# Thread: Need help in maths

1. ## Re: Need help in maths

hmmm the qn ask us to use induction... so no choice bah...

2. ## Re: Need help in maths

Originally Posted by night86mare
wrong, actually.

most of science is formed on induction. if syndrome x occurs in the past, and happens in the present, therefore we would expect it to extend into the future.
Haha I thought that's assumption based on extrapolation not induction cause induction assumes that each atomic step would result in a predefined amount of change based on the assumed true premise with no random or external influences. Dunno lah too much studying making me confused

Was Hume the one that said life is meaningless?

3. ## Re: Need help in maths

Wah.. reminds me off my engineering maths modules I used to take in NUS... somehow looking at this brings back nightmares...

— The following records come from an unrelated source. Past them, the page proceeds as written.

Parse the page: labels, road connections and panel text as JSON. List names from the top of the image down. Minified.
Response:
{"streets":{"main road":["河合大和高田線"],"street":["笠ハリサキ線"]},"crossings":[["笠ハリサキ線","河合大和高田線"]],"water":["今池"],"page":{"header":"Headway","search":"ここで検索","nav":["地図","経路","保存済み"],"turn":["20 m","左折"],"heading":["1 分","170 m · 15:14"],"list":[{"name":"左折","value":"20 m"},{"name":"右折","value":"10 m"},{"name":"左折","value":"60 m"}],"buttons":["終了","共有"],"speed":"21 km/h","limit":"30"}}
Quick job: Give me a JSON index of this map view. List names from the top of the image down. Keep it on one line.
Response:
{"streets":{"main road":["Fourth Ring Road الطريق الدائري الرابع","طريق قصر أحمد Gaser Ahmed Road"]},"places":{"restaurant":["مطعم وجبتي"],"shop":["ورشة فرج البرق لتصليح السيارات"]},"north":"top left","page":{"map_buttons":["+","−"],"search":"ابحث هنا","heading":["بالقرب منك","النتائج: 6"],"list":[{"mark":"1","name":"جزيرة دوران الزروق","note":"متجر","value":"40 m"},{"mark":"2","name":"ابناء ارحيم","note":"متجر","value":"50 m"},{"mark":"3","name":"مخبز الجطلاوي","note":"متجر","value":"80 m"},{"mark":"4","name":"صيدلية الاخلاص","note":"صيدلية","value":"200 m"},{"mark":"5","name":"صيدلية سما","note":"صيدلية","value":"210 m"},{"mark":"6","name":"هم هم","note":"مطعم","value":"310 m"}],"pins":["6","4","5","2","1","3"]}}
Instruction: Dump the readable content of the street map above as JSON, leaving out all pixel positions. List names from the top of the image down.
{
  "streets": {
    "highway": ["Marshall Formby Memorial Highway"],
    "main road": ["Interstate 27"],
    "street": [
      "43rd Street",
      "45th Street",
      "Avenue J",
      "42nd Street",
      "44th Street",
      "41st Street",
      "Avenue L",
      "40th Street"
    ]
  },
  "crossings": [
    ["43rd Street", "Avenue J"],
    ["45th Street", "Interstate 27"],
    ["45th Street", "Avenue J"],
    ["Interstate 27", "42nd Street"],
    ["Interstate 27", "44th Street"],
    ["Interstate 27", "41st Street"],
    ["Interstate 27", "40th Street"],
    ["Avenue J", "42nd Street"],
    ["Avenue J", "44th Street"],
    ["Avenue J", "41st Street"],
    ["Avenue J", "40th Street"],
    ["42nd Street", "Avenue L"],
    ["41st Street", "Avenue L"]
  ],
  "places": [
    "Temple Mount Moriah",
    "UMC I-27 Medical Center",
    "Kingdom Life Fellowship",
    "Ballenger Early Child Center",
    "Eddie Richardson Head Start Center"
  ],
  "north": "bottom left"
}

4. ## Re: Need help in maths

Originally Posted by raptor84
Haha I thought that's assumption based on extrapolation not induction cause induction assumes that each atomic step would result in a predefined amount of change based on the assumed true premise with no random or external influences. Dunno lah too much studying making me confused

Was Hume the one that said life is meaningless?
well actually i was just being frivolous

mathematical induction's link with actual induction is quite loose. the only relation is in that if a gives b once, and it "extends into the future" (future of numbers in math though) then you'd actually get the kind of scientific inductive reasoning that i was talking about.

i think you're possibly talking about nietzsche, who's linked to nihilism (well, like what you say, that life is without meaning).. hume was a lot more cheery in many ways.

5. ## Re: Need help in maths

Originally Posted by cantaresg
Let me try...

Thus f(10) is true.
Assume that f(k) is true, ie (k^3) + 2 < 2^k
To prove f(k+1) is true, ie (k+1)^3 +2 < 2^ (k+1)

From LHS,

(k+1)^3 + 2 = (k^3 + 3k^2 + 3k +1) +2
< 2^k + 3k^2 + 3k +1
= 2^k + k^3 [3/k + 3/ (k^2) + 1/ (k^3)]

Now, for n >9, 3/k + 3/(k^2) + 1/ (k^3) <1

Hence, 2^k + k^3 > 2^k + k^3 [......]

so (k+1)^3 +2 < 2^k + k^3
< 2^k + k^3 + 2
< 2^k + 2^k
< 2 ^ (k+1) (shown)

hi cantaresg, do u mind explaining those lines in bold+red? i am so lost

6. ## Re: Need help in maths

Ah I see Considering taking a module on that guy =p Dont want to turn emo after that...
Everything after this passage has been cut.